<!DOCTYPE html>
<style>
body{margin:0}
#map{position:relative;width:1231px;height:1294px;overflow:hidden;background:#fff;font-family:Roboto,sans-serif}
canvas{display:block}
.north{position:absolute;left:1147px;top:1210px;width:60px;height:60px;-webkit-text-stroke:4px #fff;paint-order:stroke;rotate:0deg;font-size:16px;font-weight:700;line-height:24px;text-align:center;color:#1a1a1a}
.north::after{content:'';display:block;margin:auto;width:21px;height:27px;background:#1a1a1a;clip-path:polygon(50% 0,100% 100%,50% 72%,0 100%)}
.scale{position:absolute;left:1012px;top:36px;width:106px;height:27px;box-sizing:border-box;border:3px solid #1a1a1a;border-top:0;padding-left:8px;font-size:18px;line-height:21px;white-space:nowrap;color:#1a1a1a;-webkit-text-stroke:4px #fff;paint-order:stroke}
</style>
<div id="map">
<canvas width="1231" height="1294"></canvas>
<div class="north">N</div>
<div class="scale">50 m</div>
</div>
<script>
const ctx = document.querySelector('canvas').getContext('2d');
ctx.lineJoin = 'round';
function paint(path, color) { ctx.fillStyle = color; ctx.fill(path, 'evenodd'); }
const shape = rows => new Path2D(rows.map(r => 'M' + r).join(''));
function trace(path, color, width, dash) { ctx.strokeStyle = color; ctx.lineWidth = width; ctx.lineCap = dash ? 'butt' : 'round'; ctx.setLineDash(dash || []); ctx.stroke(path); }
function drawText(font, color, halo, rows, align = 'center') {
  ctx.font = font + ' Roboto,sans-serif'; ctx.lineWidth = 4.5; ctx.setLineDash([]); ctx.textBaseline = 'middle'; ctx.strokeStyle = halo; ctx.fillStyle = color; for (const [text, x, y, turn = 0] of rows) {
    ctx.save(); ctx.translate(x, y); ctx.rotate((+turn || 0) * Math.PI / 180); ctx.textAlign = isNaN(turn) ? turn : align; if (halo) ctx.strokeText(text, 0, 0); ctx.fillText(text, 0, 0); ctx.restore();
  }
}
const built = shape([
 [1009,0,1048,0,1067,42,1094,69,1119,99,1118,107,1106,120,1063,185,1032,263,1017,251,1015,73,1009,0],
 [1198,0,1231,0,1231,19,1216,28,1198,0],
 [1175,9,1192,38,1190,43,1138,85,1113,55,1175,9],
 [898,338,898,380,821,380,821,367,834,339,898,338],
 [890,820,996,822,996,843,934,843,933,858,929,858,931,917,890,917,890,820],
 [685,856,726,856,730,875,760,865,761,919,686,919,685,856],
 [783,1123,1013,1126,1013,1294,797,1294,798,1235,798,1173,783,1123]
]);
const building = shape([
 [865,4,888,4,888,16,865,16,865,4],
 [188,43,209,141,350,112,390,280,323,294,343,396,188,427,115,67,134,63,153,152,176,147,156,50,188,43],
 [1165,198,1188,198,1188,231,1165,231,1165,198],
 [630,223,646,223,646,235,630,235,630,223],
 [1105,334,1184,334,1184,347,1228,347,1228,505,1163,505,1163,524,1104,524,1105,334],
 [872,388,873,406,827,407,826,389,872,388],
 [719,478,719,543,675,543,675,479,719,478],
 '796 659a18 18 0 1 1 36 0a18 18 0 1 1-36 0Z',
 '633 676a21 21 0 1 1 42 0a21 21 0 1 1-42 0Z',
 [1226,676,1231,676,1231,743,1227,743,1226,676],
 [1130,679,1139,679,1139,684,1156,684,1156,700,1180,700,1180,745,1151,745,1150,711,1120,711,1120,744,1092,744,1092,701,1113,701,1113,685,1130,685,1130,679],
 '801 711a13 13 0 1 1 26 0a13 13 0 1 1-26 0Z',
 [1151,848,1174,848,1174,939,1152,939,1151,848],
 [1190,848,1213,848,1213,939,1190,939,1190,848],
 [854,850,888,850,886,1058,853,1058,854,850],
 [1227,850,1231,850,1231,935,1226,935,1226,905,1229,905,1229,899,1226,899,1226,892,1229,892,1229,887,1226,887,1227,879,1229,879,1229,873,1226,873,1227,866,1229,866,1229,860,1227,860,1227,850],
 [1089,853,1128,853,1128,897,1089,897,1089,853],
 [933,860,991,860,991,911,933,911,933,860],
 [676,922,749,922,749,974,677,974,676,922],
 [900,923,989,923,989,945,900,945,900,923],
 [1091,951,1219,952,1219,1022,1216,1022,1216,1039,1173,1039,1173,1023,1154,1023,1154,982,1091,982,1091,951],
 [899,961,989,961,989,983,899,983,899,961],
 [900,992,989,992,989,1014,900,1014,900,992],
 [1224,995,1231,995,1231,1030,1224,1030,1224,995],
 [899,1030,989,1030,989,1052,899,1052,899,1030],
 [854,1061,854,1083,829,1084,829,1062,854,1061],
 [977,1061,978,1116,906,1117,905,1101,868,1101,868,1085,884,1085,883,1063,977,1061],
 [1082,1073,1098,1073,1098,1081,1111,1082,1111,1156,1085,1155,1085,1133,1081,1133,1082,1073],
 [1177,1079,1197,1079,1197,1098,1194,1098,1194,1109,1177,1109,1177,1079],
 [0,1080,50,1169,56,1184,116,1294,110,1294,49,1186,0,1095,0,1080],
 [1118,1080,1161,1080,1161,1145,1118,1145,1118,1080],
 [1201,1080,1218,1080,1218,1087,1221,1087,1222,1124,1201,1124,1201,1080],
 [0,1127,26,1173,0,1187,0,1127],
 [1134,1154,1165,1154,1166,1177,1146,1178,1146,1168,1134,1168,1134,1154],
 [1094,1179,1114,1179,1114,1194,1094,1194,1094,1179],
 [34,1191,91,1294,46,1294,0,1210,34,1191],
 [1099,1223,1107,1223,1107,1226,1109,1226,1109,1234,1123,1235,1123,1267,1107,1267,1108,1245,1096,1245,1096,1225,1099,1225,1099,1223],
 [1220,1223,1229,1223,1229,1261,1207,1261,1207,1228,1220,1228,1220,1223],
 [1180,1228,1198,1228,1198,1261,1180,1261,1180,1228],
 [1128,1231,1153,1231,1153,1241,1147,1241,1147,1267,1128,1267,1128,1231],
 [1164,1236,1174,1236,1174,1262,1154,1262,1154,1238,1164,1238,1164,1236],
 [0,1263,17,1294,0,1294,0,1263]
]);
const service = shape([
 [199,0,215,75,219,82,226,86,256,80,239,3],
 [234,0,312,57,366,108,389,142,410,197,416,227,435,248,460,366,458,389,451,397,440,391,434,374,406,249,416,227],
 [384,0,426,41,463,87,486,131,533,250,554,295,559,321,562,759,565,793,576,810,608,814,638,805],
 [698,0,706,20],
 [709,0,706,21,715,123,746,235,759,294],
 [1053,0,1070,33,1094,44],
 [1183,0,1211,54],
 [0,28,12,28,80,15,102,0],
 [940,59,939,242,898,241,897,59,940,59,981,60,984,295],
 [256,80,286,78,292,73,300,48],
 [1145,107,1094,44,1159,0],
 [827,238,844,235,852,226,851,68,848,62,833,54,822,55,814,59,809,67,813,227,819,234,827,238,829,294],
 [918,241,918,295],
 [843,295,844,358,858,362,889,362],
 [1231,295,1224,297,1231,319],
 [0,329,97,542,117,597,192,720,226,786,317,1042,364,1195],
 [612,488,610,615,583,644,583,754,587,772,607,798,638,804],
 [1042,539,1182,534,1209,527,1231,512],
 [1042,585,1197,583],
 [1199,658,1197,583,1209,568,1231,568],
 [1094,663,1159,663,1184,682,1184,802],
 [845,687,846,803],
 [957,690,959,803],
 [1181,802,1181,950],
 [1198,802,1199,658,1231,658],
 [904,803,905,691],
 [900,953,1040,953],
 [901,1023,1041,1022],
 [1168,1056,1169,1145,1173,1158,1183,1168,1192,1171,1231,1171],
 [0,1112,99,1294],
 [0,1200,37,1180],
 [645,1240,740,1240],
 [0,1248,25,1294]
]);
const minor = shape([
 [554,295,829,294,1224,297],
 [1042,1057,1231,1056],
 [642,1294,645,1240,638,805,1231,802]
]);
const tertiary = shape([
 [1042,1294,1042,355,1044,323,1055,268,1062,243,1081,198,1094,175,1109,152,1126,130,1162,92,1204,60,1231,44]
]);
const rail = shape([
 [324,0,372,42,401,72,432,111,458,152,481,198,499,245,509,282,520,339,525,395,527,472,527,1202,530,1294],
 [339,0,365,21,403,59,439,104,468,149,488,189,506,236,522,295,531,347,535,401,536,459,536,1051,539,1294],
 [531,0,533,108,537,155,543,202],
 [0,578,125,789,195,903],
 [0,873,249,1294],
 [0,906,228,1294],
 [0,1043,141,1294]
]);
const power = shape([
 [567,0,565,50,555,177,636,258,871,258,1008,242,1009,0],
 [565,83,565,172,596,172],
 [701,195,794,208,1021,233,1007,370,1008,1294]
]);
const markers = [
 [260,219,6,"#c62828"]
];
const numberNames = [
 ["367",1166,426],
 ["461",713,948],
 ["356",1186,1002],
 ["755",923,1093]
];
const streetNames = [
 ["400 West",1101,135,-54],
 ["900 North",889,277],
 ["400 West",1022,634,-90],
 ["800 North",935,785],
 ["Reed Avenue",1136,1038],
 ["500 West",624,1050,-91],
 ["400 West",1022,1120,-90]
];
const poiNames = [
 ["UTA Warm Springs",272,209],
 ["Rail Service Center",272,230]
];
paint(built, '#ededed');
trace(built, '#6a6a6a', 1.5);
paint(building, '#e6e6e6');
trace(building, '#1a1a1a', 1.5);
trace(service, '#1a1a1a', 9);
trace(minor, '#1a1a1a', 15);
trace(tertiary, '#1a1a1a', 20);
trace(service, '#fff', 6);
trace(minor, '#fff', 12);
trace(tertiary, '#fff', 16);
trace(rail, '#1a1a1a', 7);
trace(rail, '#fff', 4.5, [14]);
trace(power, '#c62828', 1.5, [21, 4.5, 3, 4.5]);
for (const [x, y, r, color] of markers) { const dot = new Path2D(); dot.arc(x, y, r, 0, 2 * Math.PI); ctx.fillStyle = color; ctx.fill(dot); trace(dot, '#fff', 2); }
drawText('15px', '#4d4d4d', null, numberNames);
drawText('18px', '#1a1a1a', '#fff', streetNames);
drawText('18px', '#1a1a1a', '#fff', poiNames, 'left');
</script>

Exercise:
Output must consist only of the listing's lines from the first through the line with "0,100% 100%,50% 72%,0", reproduced word for word.

Problem solution:
<!DOCTYPE html>
<style>
body{margin:0}
#map{position:relative;width:1231px;height:1294px;overflow:hidden;background:#fff;font-family:Roboto,sans-serif}
canvas{display:block}
.north{position:absolute;left:1147px;top:1210px;width:60px;height:60px;-webkit-text-stroke:4px #fff;paint-order:stroke;rotate:0deg;font-size:16px;font-weight:700;line-height:24px;text-align:center;color:#1a1a1a}
.north::after{content:'';display:block;margin:auto;width:21px;height:27px;background:#1a1a1a;clip-path:polygon(50% 0,100% 100%,50% 72%,0 100%)}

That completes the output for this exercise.